LIVE PRODUCT

Crawl API

Crawl API handles same-origin discovery, robots-aware crawling, page caps, and progress tracking through one async contract. It is built for teams that need bounded site walks without owning the queueing and crawl-control layer themselves.

Endpoint

POST /v1/crawl

Poll GET /v1/crawl/:jobId and cancel queued jobs with DELETE /v1/crawl/:jobId.

Credits

5 credits per completed page

Credits are reserved up front based on max_pages and finalized as the crawl completes.

Output

Progress JSON with page status list

Read crawl progress, job status, and per-page status from the status endpoint.

Request parameters

Name	Type	Required	Description
domain	string	Yes	Starting domain or URL. HTTPS is assumed if omitted.
max_pages	integer	No	Maximum pages to crawl. Defaults to 50. Range 1-500.
depth	integer	No	Link depth from the seed URL. Defaults to 3. Range 1-5.
include_patterns	string[]	No	Optional glob-style path allowlist.
exclude_patterns	string[]	No	Optional glob-style path denylist.
render_js	boolean	No	Use browser-backed rendering for page fetches when true. Defaults to false.
use_proxy	auto \| always \| never	No	Proxy strategy for fetches. Defaults to auto.
webhook_url	string	No	Optional completion webhook target.

Response fields

Name	Type	Description
job_id	string	Crawl job identifier.
request_id	string	Request identifier for tracing the public API call.
trace_id	string	Trace identifier attached to the crawl lifecycle.
status	string	Current job status such as queued, running, completed, failed, cancelled, or expired.
domain	string	Normalized crawl seed URL.
max_pages	integer	Configured crawl page budget.
depth	integer	Configured crawl depth.
pages_found	integer	Pages discovered so far.
pages_completed	integer	Pages completed successfully.
pages_failed	integer	Pages that failed or were skipped.
credits_reserved	integer	Credits reserved from the configured crawl budget.
credits_charged	integer	Credits actually charged so far.
webhook_url	string \| null	Configured webhook target, if any.
error	object \| undefined	Present on failed, cancelled, or expired jobs.
pages	array	Per-page status objects with url, status, title, error_code, and fetched_at.

Code examples

Switch languages in one place. The examples below all follow the current Crawl API contract.

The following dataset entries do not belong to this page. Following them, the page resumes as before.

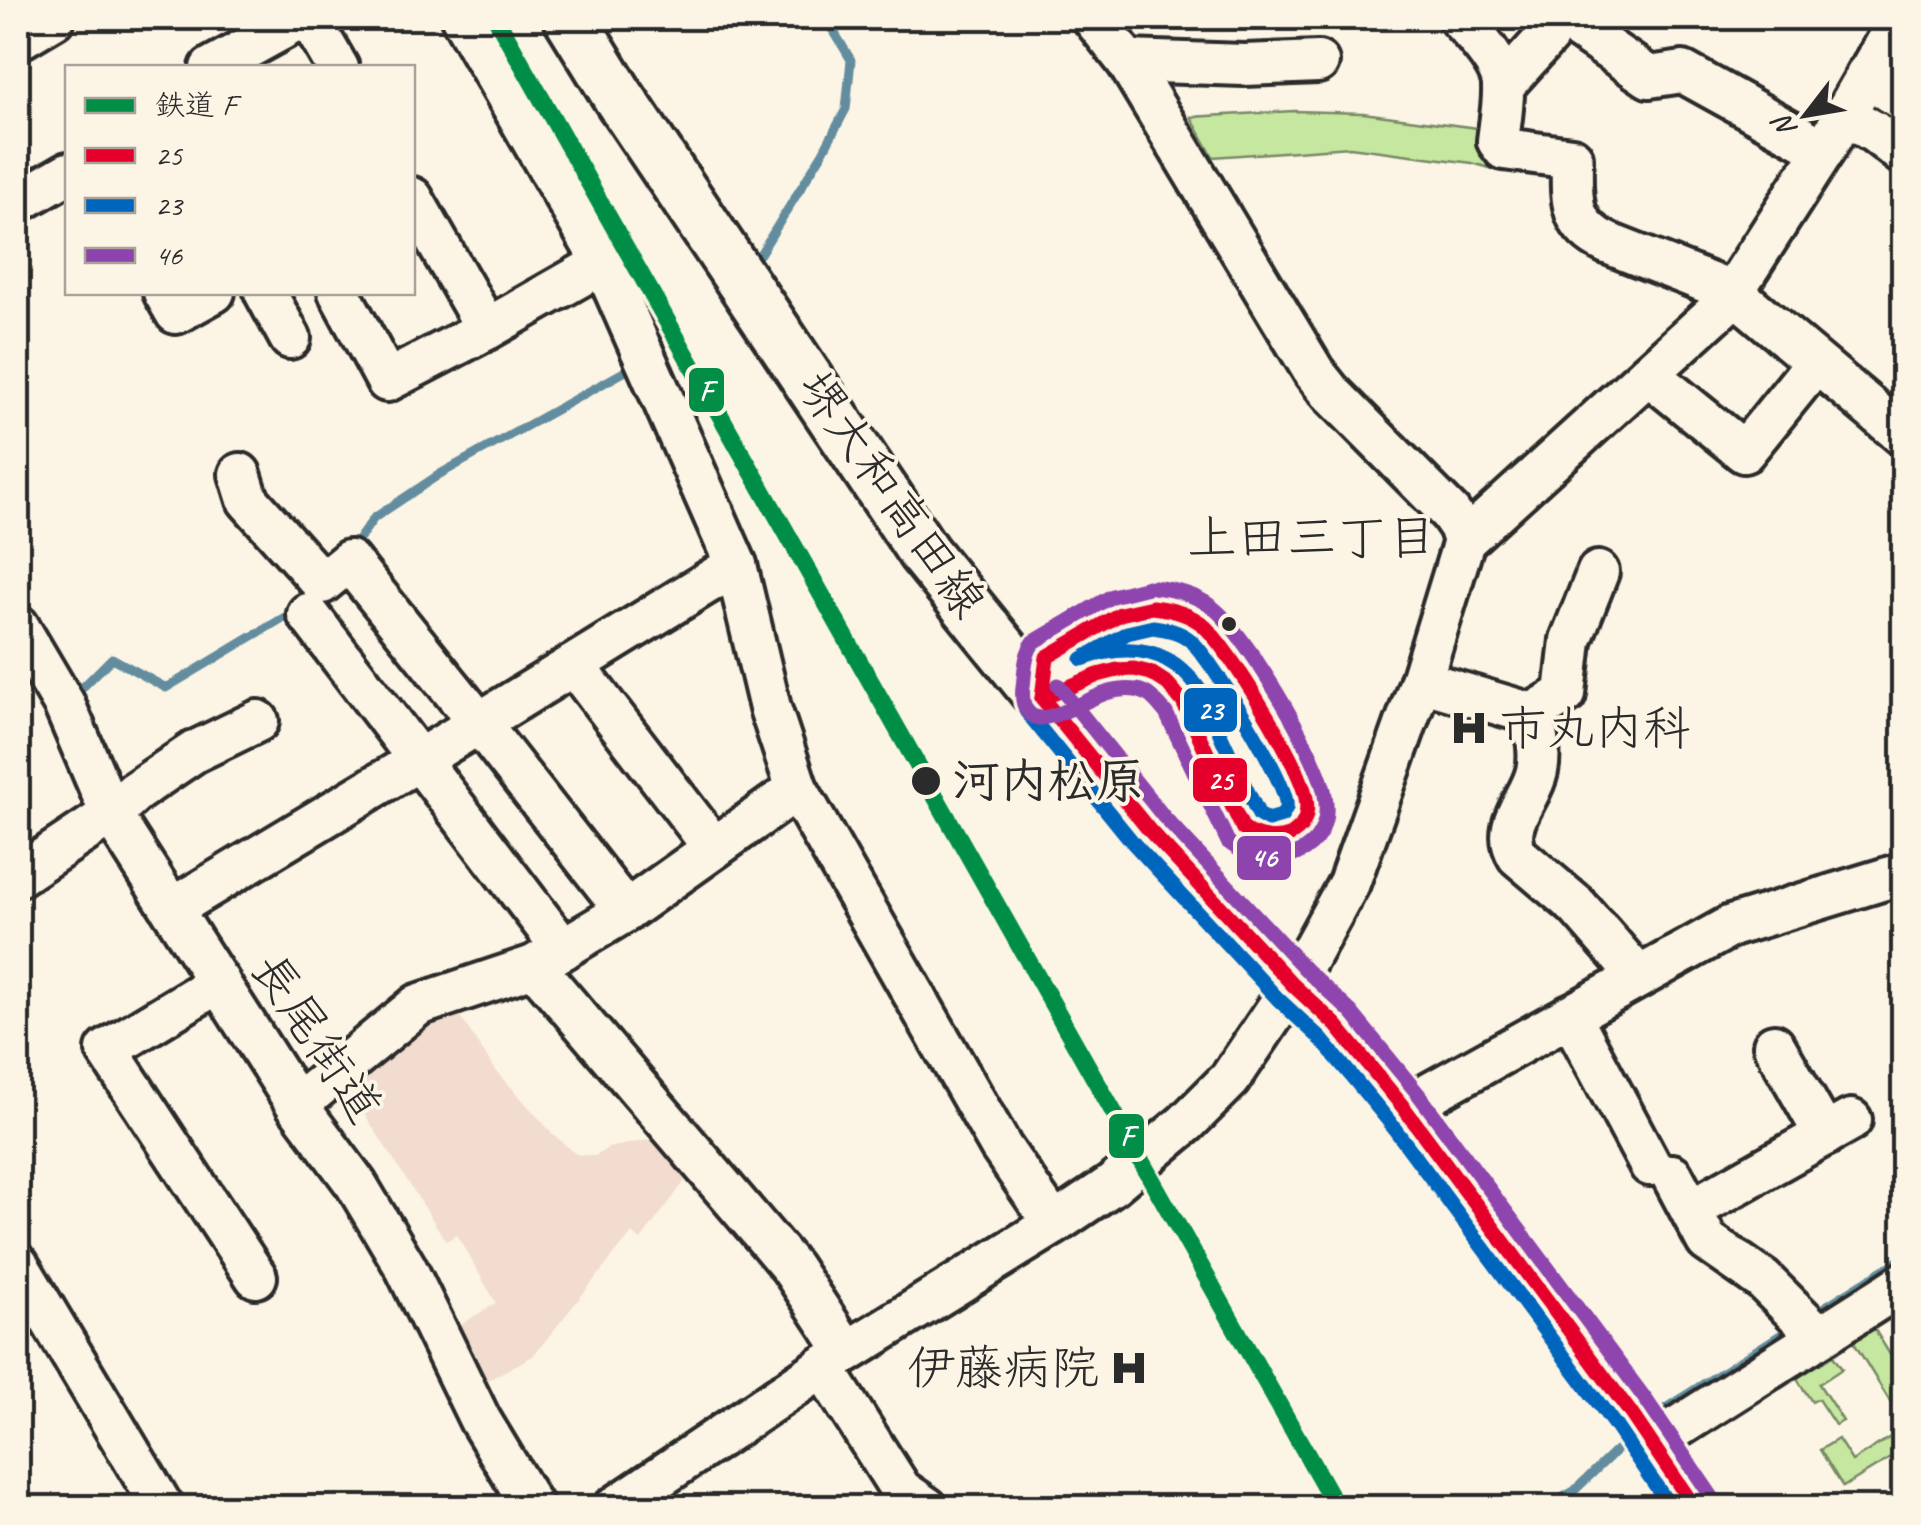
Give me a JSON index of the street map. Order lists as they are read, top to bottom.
{
  "streets": {
    "main road": ["堺大和高田線"],
    "street": ["長尾街道"]
  },
  "districts": ["上田三丁目"],
  "places": {
    "hospital": ["市丸内科", "伊藤病院"],
    "other": ["河内松原"]
  },
  "lines": [
    "rail line F",
    "transit line 46",
    "transit line 25",
    "transit line 23"
  ],
  "legend": [
    "鉄道 F",
    "25",
    "23",
    "46"
  ],
  "north": "bottom left"
}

Start with the raw HTTP request and poll flow.

bash

curl -X POST "https://api.orbitscraper.com/v1/crawl" \
  -H "x-api-key: ORS_live_1234567890" \
  -H "Content-Type: application/json" \
  -d '{
    "domain": "https://docs.example.com",
    "max_pages": 25,
    "depth": 2,
    "include_patterns": ["/blog/**", "/docs/**"],
    "exclude_patterns": ["/account/**"],
    "render_js": false,
    "use_proxy": "auto"
  }'

curl -X GET "https://api.orbitscraper.com/v1/crawl/crawl_123456" \
  -H "x-api-key: ORS_live_1234567890"

curl -X DELETE "https://api.orbitscraper.com/v1/crawl/crawl_123456" \
  -H "x-api-key: ORS_live_1234567890"

Response examples

This is the payload shape you get back from the current public API contract for Crawl API.

Queued response

The first response confirms the job was accepted and tells you what to poll.

json

{
  "request_id": "req_xyz",
  "trace_id": "trace_xyz",
  "job_id": "crawl_123456",
  "status": "queued",
  "crawl_credits_reserved": 25
}

Completed response

After polling, this is the final payload your app reads.

json

{
  "job_id": "crawl_123456",
  "request_id": "req_xyz",
  "trace_id": "trace_xyz",
  "status": "completed",
  "domain": "https://docs.example.com",
  "max_pages": 25,
  "depth": 2,
  "pages_found": 18,
  "pages_completed": 16,
  "pages_failed": 2,
  "credits_reserved": 25,
  "credits_charged": 16,
  "webhook_url": null,
  "pages": [
    {
      "url": "https://docs.example.com/getting-started",
      "status": "completed",
      "title": "Getting started",
      "error_code": null,
      "fetched_at": "2026-03-27T10:40:00.000Z"
    }
  ]
}

Operational notes

The current public contract uses domain, include_patterns, and exclude_patterns rather than singular url or pattern fields.
Only queued crawl jobs can be cancelled through DELETE /v1/crawl/:jobId.
The current deployment bills 1 credit per completed page and reserves credits from the max_pages budget up front.